==== Source records

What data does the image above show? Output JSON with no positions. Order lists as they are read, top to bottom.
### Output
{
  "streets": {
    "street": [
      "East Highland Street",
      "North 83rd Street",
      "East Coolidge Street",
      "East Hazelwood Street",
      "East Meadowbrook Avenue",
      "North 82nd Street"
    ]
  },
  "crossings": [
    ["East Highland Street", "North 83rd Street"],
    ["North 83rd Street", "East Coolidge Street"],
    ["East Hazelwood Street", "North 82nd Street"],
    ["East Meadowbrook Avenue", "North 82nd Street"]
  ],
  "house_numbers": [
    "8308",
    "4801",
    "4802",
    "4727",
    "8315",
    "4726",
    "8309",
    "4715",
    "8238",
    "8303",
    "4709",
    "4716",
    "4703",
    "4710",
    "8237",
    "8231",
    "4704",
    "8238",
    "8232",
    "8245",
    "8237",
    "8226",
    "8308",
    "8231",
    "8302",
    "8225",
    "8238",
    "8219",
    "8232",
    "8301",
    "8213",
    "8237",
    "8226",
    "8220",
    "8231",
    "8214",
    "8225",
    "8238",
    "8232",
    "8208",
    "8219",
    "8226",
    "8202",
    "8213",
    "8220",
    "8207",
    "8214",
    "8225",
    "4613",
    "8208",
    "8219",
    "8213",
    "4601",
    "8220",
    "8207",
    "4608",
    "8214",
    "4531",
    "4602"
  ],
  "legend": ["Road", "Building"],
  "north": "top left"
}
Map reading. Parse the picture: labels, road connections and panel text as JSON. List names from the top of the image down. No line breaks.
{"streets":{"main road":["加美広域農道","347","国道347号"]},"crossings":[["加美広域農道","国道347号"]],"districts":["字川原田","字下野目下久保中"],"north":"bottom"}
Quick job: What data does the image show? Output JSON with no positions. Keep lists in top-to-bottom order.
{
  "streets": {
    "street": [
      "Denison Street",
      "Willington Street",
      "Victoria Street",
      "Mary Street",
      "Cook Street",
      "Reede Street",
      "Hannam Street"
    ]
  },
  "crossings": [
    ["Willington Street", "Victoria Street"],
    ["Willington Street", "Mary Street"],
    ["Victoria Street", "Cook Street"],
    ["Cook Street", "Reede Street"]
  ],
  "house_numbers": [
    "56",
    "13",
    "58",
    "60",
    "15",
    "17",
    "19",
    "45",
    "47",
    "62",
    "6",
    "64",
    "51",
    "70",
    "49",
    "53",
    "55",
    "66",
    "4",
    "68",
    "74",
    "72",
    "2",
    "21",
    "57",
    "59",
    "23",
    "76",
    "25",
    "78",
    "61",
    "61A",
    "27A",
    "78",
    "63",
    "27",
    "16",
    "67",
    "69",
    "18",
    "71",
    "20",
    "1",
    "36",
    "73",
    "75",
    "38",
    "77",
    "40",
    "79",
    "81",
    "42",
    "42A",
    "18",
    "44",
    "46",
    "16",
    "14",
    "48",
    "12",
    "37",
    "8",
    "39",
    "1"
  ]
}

========

▶ _Task brief_
Which of the lines above carry the string "image"? Pick them out and copy them.

▶ _The completed task_
What data does the image above show? Output JSON with no positions. Order lists as they are read, top to bottom.
Map reading. Parse the picture: labels, road connections and panel text as JSON. List names from the top of the image down. No line breaks.
Quick job: What data does the image show? Output JSON with no positions. Keep lists in top-to-bottom order.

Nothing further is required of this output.